In the late 19th century, Dr. Maximilian Bircher-Benner wanted to introduce overnight oats to the patients at his clinic as a dish that was both easy to make and loaded with nutrients and our gut’s best friend: fiber. He dreamt up the concept of soaking the oats in whole milk or yogurt and then adding grated apple at the end, calling his creation Birchermüesli! Ask any physician today, and they’ll tell you that this Swiss doctor was right on the money. It is every bit as nutritious and downright craveable today. These days, the toppings are virtually endless, including granola, seeds, nuts, dried fruit, frozen fruit, and fresh fruit. But if you ask me, there is something quite special about the pairing of banana and classic, old-fashioned peanut butter.
Call me a sentimentalist, but I have fond childhood memories of the sweaty salad days of summer and the heaps of peanut butter-banana sandwiches my father would lovingly make me at my request. I’m always looking to recreate that seamless marriage of peanut butter and banana. (And by the way, did you know bananas are technically berries?)
I’ve found that as far as the gamut of add-ins goes, cinnamon really does the trick. In my opinion, cinnamon is by far the tastiest antioxidant, and I will gladly find any excuse to squeeze it into my breakfasts.
Are Peanut Butter-Banana Overnight Oats Healthy?
Yes. These overnight oats keep you nice and full due to a perfect protein-to-fiber ratio. They also contain potassium, zinc, magnesium, and manganese.
This dish is naturally gluten-free. To modify the recipe for a vegan diet, use plant-based yogurt in lieu of cow’s milk yogurt. It’s also important to note that among the vast assortment of peanut butter options you’ll find at the market, there are some that are almost as unhealthy as a Reese’s Peanut Butter Cup due to the sugar content. Be sure to do yourself a favor and have a gander at the ingredient labels!

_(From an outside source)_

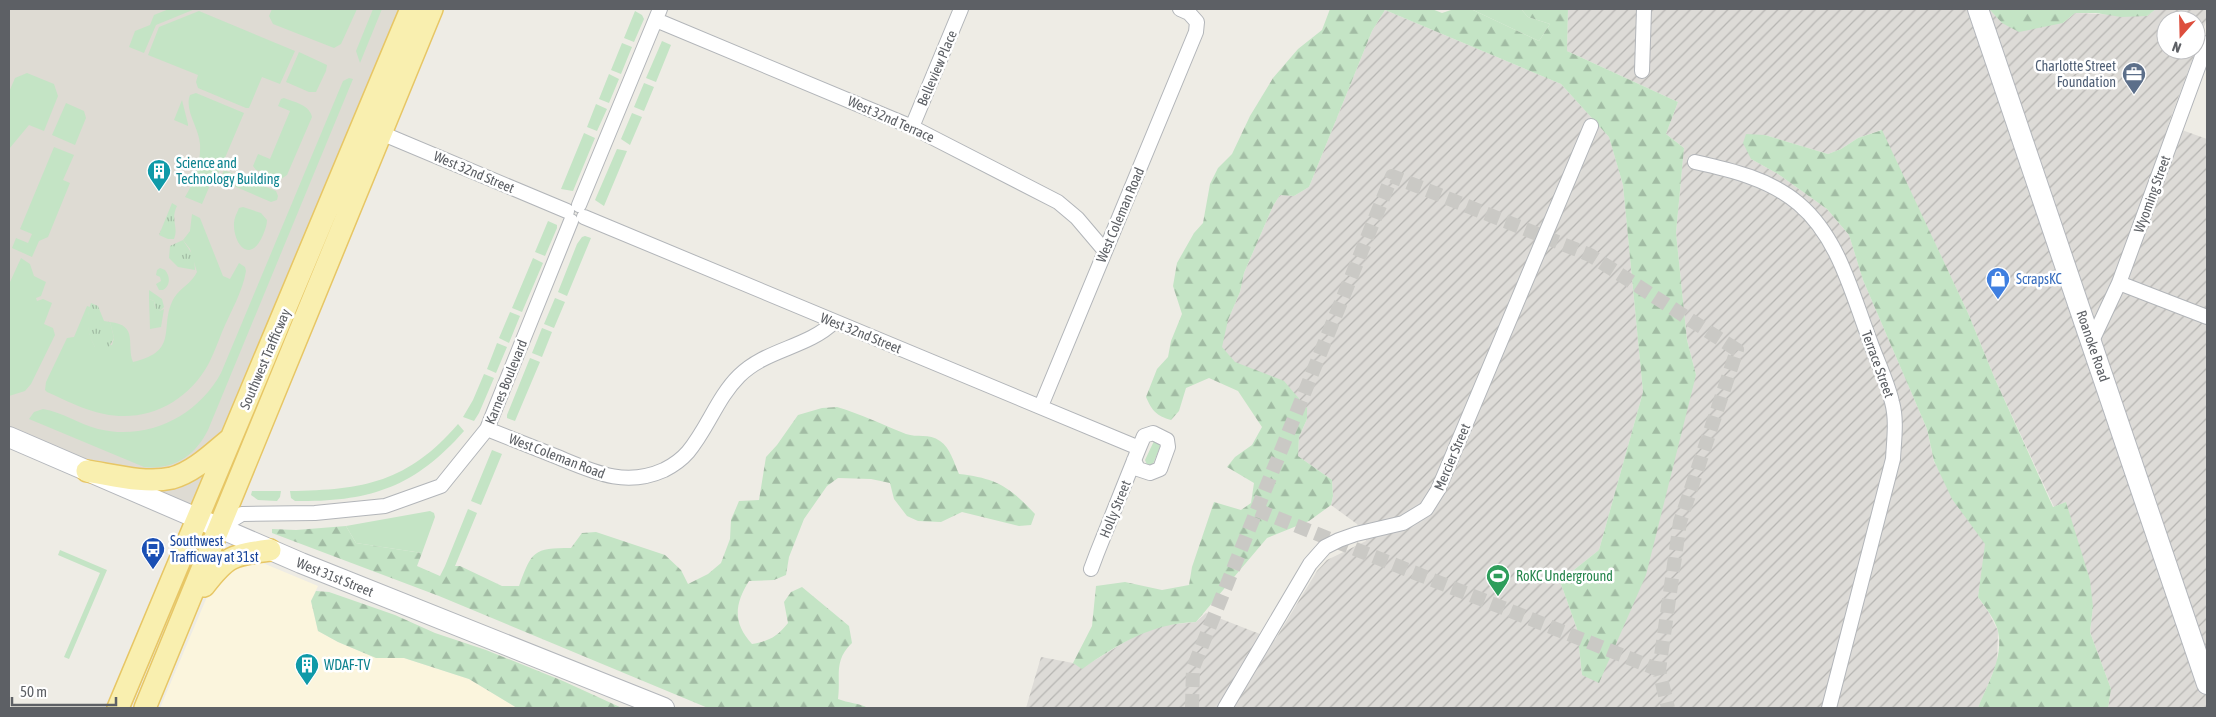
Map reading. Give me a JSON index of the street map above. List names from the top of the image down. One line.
{"streets":{"main road":["Southwest Trafficway"],"street":["Belleview Place","West 32nd Terrace","West 32nd Street","Wyoming Street","West Coleman Road","Roanoke Road","Terrace Street","Karnes Boulevard","Mercier Street","Holly Street","West 31st Street"]},"crossings":[["Belleview Place","West 32nd Terrace"],["West 32nd Terrace","West Coleman Road"],["West 32nd Terrace","Karnes Boulevard"],["West 32nd Street","West Coleman Road"],["West 32nd Street","Southwest Trafficway"],["West 32nd Street","Karnes Boulevard"],["West 32nd Street","Holly Street"],["Wyoming Street","Roanoke Road"],["West Coleman Road","Karnes Boulevard"],["Southwest Trafficway","Karnes Boulevard"],["Southwest Trafficway","West 31st Street"],["Karnes Boulevard","West 31st Street"]],"places":{"office":["Charlotte Street Foundation"],"building":["Science and Technology Building","WDAF-TV"],"shop":["ScrapsKC"],"bus stop":["Southwest Trafficway at 31st"],"sports":["RoKC Underground"]},"scale_bar":"50 m","north":"bottom"}
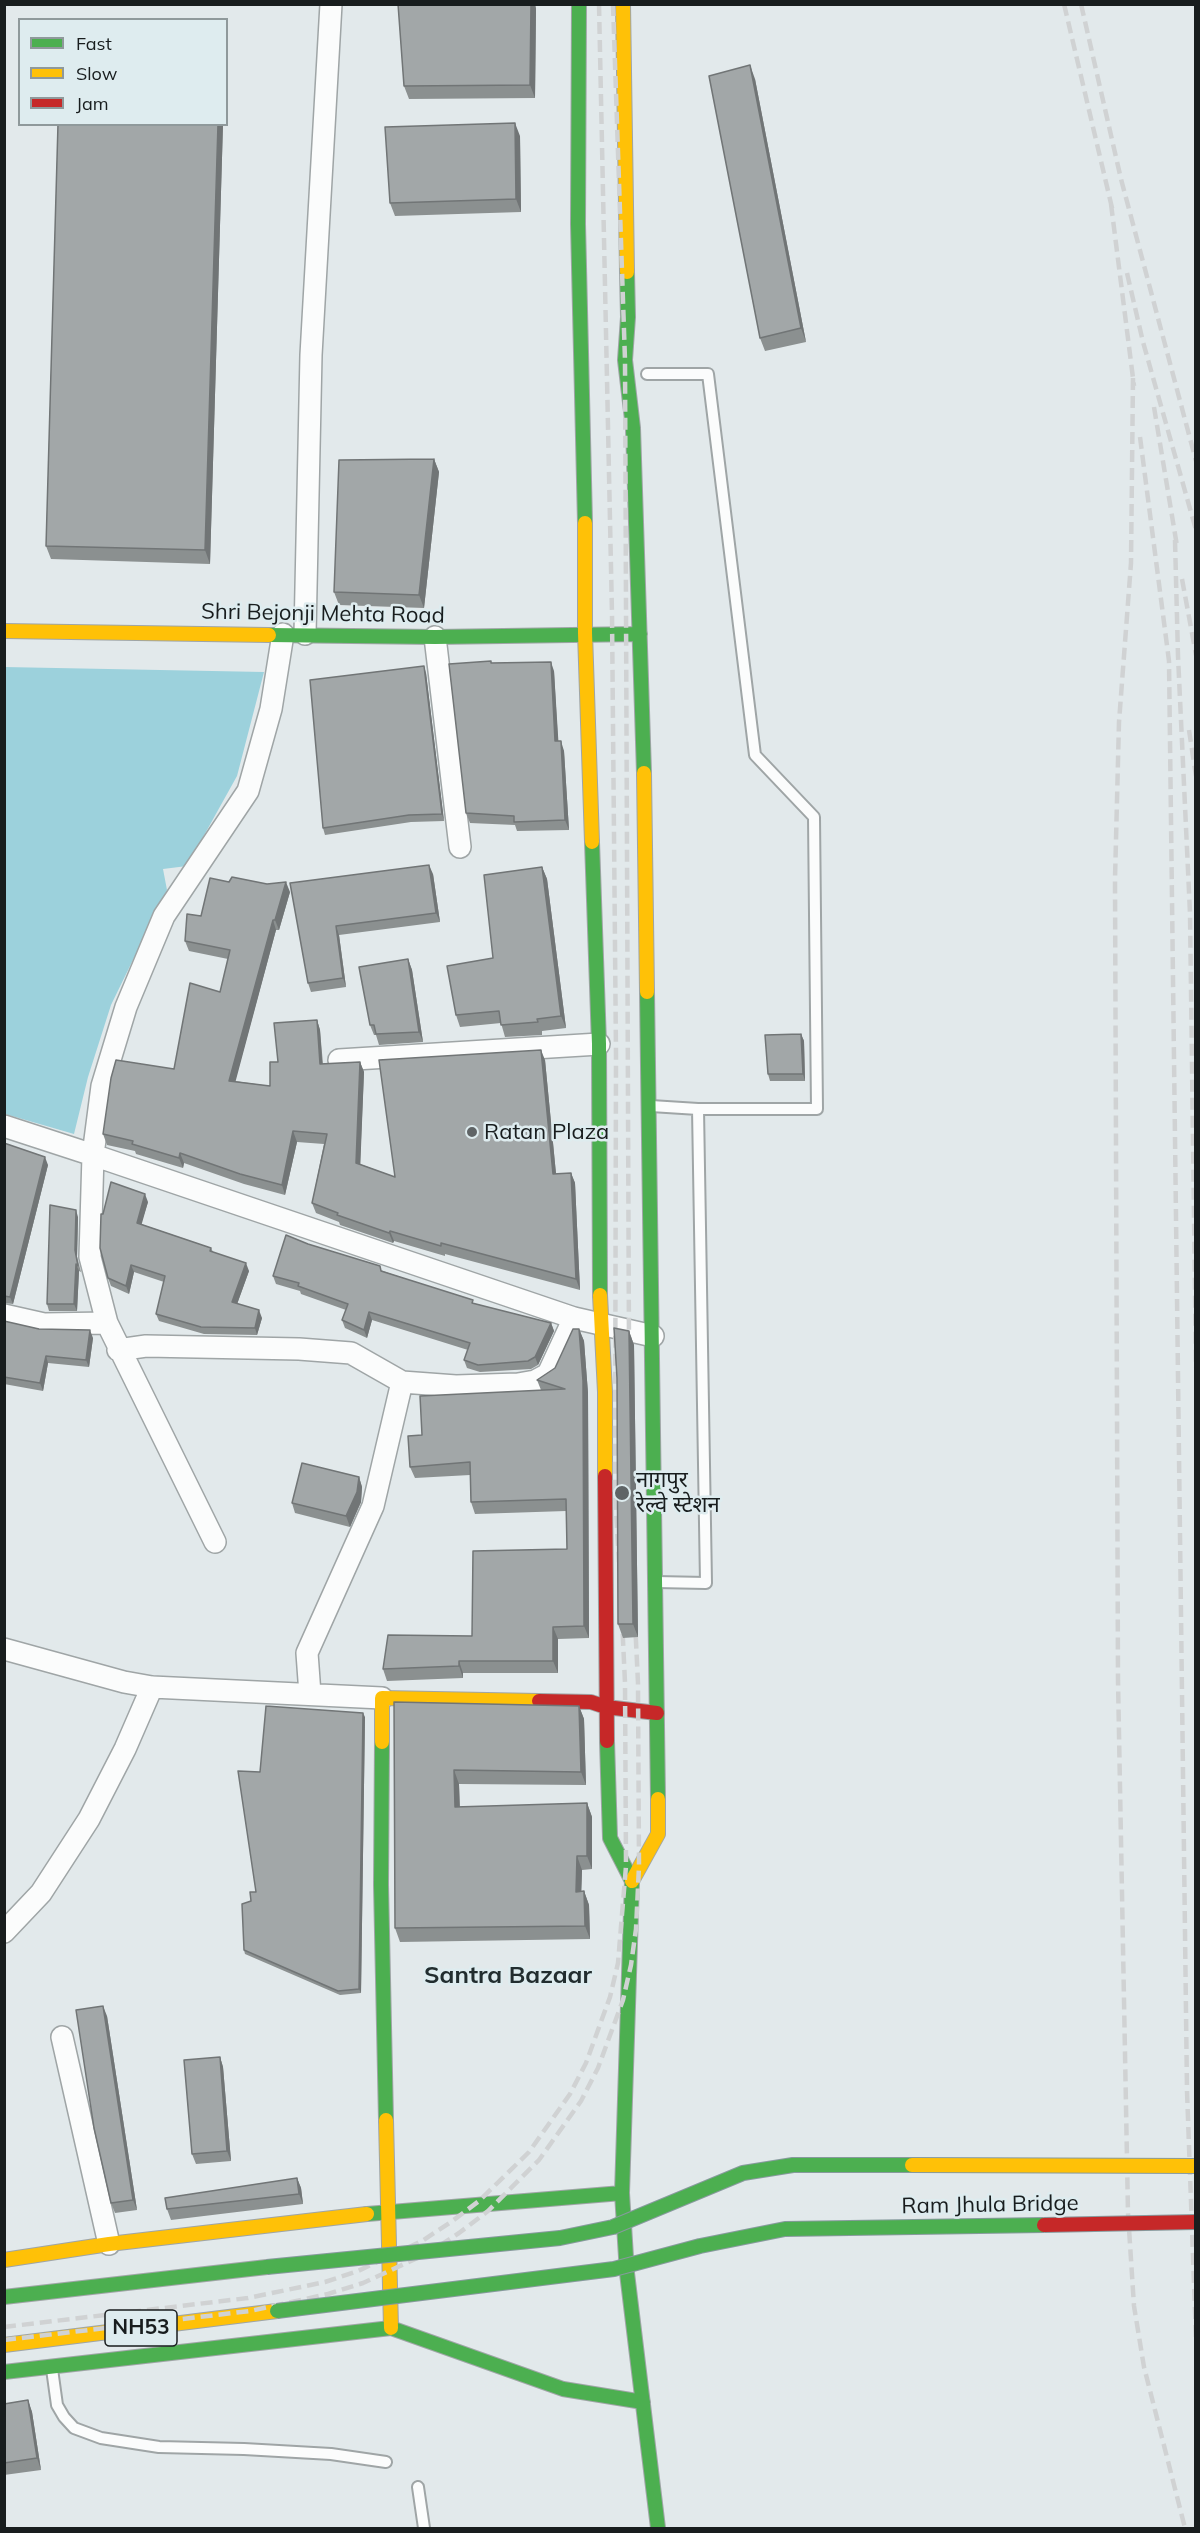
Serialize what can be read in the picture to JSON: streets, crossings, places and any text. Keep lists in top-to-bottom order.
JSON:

What Type Of Oats Should I Consider?
It’s very common to shop the store and find numerous brands of quick oats, a kind of oat that is processed in such a way that significantly shortens the cooking time. If you aren’t making overnight oats and just whipping up some oatmeal for breakfast the morning of, by all means, feel free to try the quick oats. Unfortunately, you won’t have such great results with so-called quick oats if you’re making overnight oats. Those quick oats, if left overnight to soak in milk or yogurt, will likely be mushy and a bit unappetizing to most. It’s best to go for old-fashioned rolled oats if you want that soft and chewy but not soggy texture.

How Do I Store Leftovers?
Overnight oats can be refrigerated in an airtight container for up to 5 days.

Serving Suggestions
The base is the perfect canvas for whatever combination of add-ins you’d like. The best, of course, is simply peanut butter and banana. To this, I usually love to add shredded, unsweetened dried coconut flakes. Sometimes they’re toasted, sometimes they’re not. Both are absolutely fabulous.
I’m sure I’m not alone in thinking that the perfect accompaniment to a sweet breakfast is often a savory side. When I wake up craving both, I turn to this easy Tofu Scramble that never disappoints. I have a half portion of each, and it is the dreamiest breakfast for when you’re craving a bit of something sweet and something salty.
For egg ideas that go beyond simply scrambled, try Muffin Tin Omelets and Starbucks Egg Bites.

Recipe
Ingredients
- 1 large ripe banana mashed
- 1 1/4 cups unsweetened almond milk
- 1 cup plain Greek yogurt
- 1 cup rolled oats
- 1/2 teaspoon ground cinnamon
- 1 tablespoon chia seeds
- 2 tablespoons natural peanut butter
Instructions
- In a large mixing bowl, combine the mashed banana with almond milk and Greek yogurt until you achieve a creamy consistency.
- Mix in the rolled oats, ground cinnamon, chia seeds, and peanut butter until all ingredients are well incorporated.
- Cover the bowl and refrigerate for at least 4 hours, or overnight, to allow the oats to absorb the liquid and flavors to meld.
- When ready to eat, give the oats a good stir and divide the mixture into two serving bowls or mason jars.
- Top each serving with a dollop of peanut butter and additional banana slices if desired. Enjoy chilled.